The debate didn’t end with Deetjen pushing the responsibility to the Illinois General Assembly because Olejniczak continued trying to convince Deetjen to voluntarily surrender benefits. Olejniczak said he didn’t believe the state could tell Deetjen or other non-union employees that they have to take a greater benefit than they believe they should be getting. Olejniczak’s point at the time was that employees, such as Deetjen, could enter into agreements individually with the village.
Deetjen then amazingly claimed that the state does make employees like him take a greater benefit. “That’s what the law says”, he stated. Actually, the law has not been interpreted by any court as Deetjen claims. In fact, the Village of Oak Lawn’s Board of Trustees voted, through its home rule powers cited by Olejniczak, to eliminate future pension benefits for Village Trustees.

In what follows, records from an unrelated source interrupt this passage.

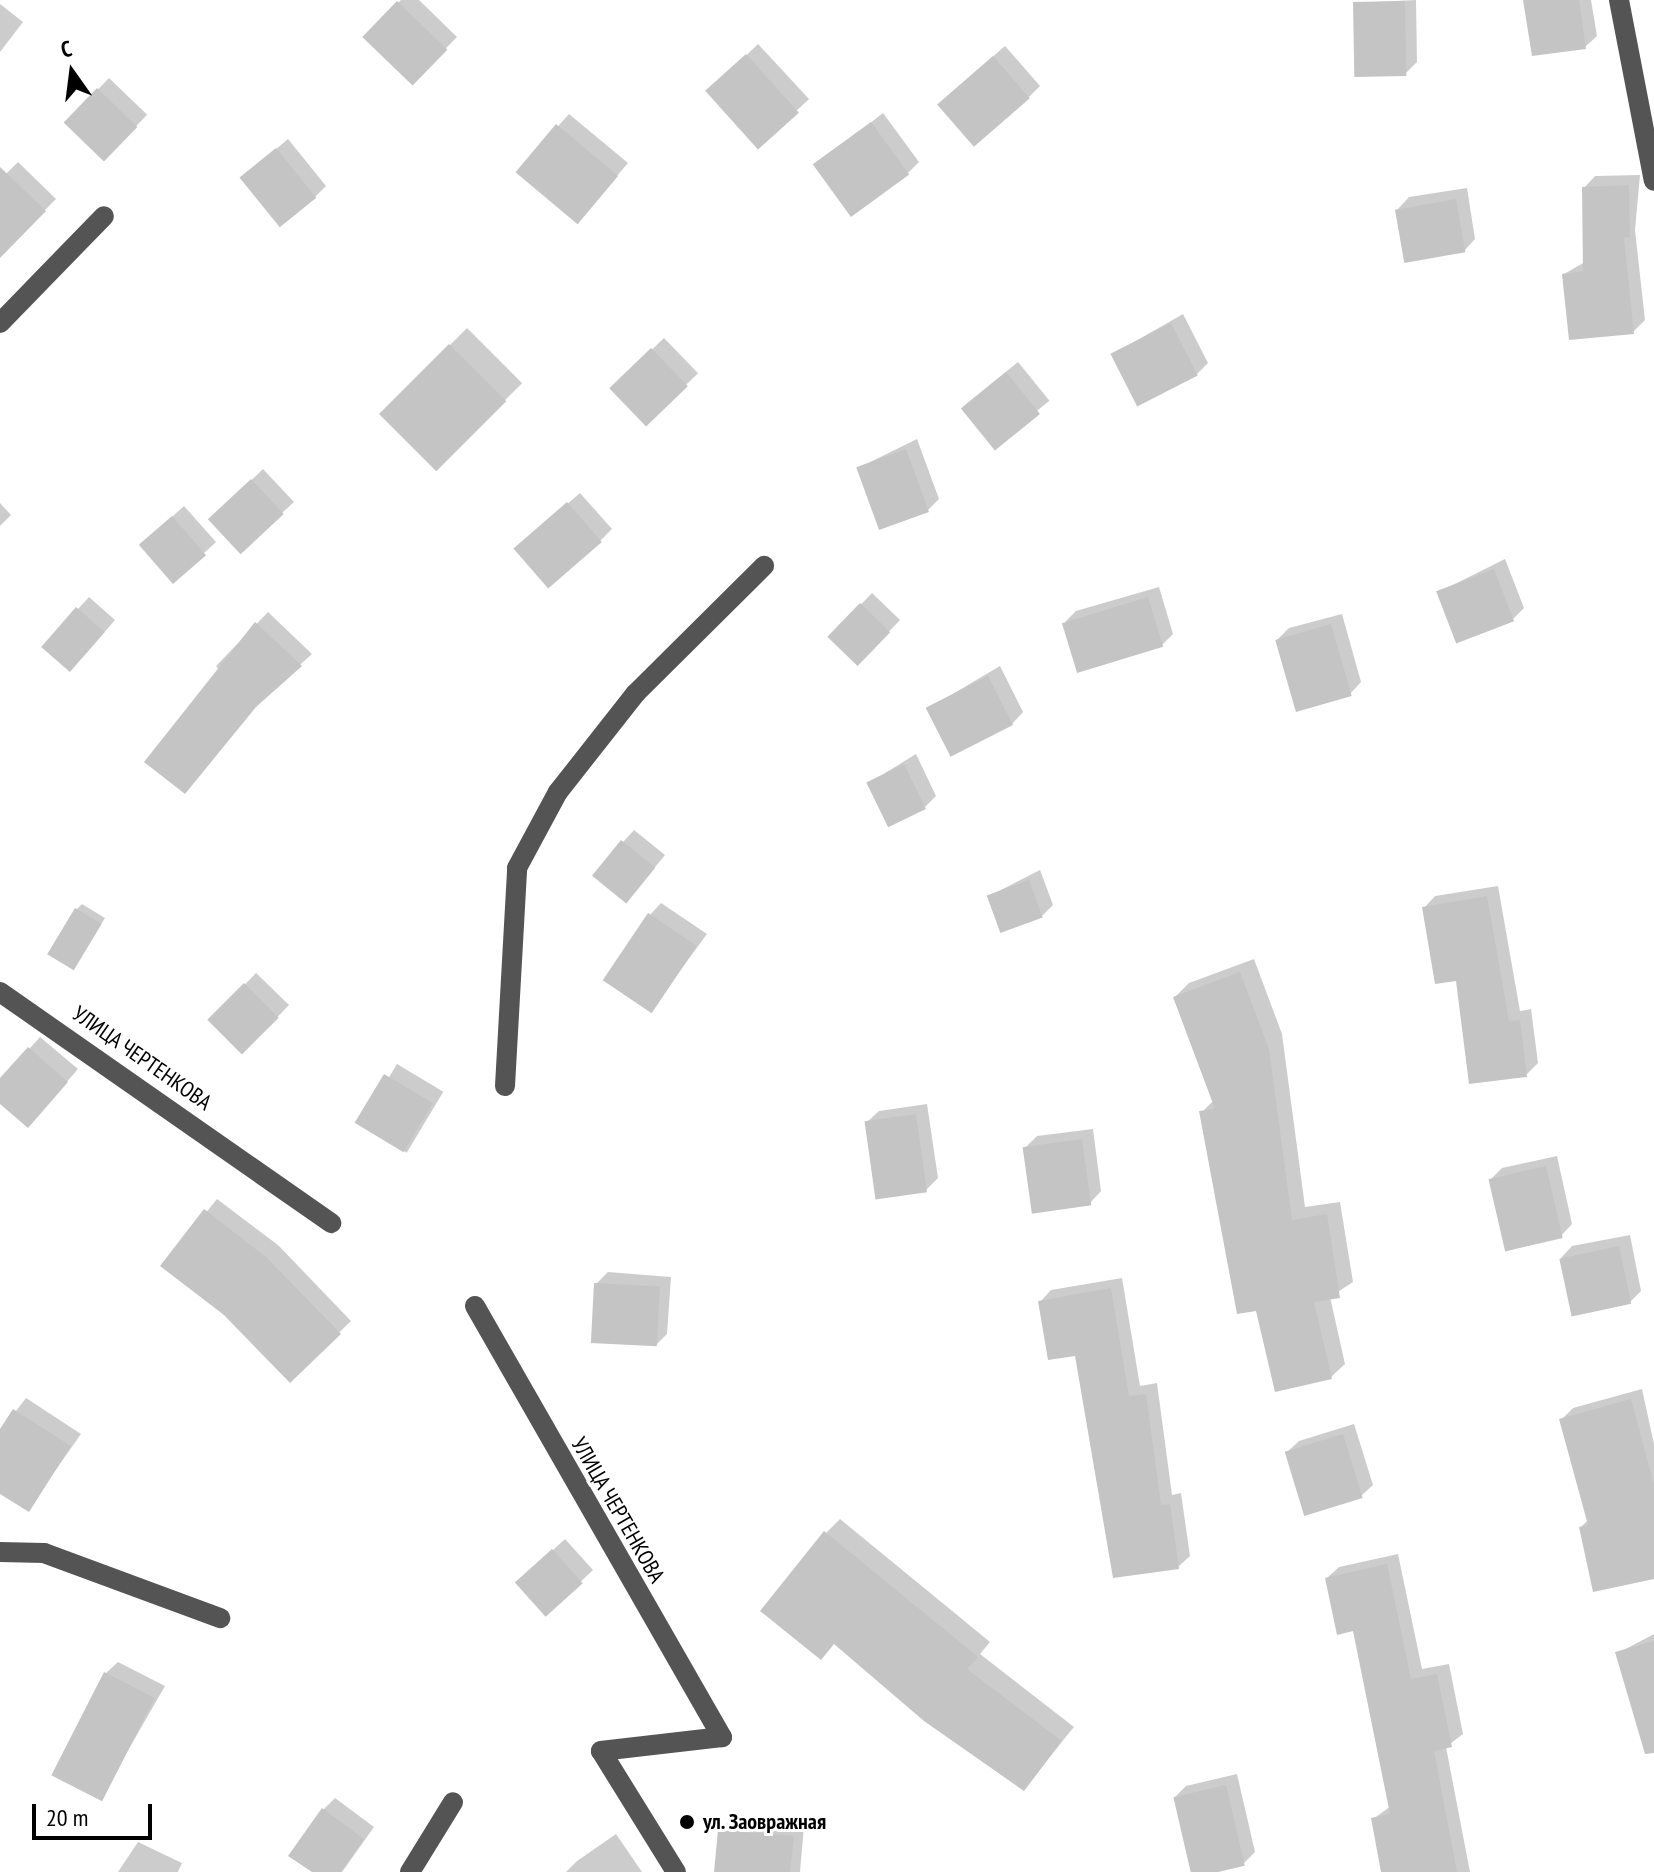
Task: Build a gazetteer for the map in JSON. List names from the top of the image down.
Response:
{
  "streets": {
    "street": ["УЛИЦА ЧЕРТЕНКОВА"]
  },
  "places": ["ул. Заовражная"],
  "scale_bar": "20 m",
  "north": "top"
}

Last week, legal observers suggested that the law was made much clearer in a Supreme Court decision, Jones v. Municipal Employees Annuity and Benefit Fund of Chicago, which ruled against a Chicago pension reform measure that wasn’t individually agreed to by the employees although some unions had agreed. As far as Olejniczak’s idea regarding an agreement between Deetjen and the Village of Oak Lawn, the court did acknowledge that “nothing prohibits an employee from knowingly and voluntarily agreeing to modify pension benefits from an employer in exchange for valid consideration from the employer.” That’s exactly what Olejniczak was asking for and what Deetjen brushed aside.
Pensions have been a source of heated discussion over the last three years with Village Manager Larry Deetjen and Mayor Sandra Bury calling the pension system “unsustainable” at various times. In every instance pensions have been discussed, the finger has always been pointed at union level employees and at Springfield legislators until Olejniczak suggested that Deetjen could show leadership by agreeing to reduce or eliminate his own pension.
Oak Lawn’s Legislative License and Ethics Committee is scheduled to meet today at 4:30 p.m. and the issue of pension reform is on the agenda. Trustee Olejniczak is a member of the committee, but no information was provided in the posting to indicate whether Olejniczak will raise his proposal in the committee or whether the earlier discussion was just for the cameras.
Click HERE to read the case. The original video recorded debate can be seen below.
Jacob H. Huebert, Senior Attorney with the Liberty Justice Center, sent an email blast the day the decision was published, saying that allowing governmental units to contract with individuals for a reduction in pension benefits would be a step in the right direction. Another attorney who reviewed the case and is familiar with Deetjen’s argument as well as Olejniczak’s idea said that the case removes all of Deetjen’s excuses and provides Olejniczak an opportunity to pass a reform if he has the votes. The attorney, experienced in municipal law, asked not to be identified due to his relationship with several Trustees. He said that he “believed” that Olejniczak was serious in pursing the reform and was not “playing for the cameras”.
According to its website, “the Liberty Justice Center is a non-profit, non-partisan public-interest litigation center that fights to protect economic liberty, private property rights, free speech, and other fundamental rights in Illinois and beyond. First and foremost, the Liberty Justice Center seeks to ensure that the rights to earn a living and to start a business, which are essential to a free and prosperous society, are available not just to a politically privileged few, but to all. The Liberty Justice Center pursues its goals through strategic, precedent-setting litigation to revitalize constitutional restraints on government power and protections for individual rights.”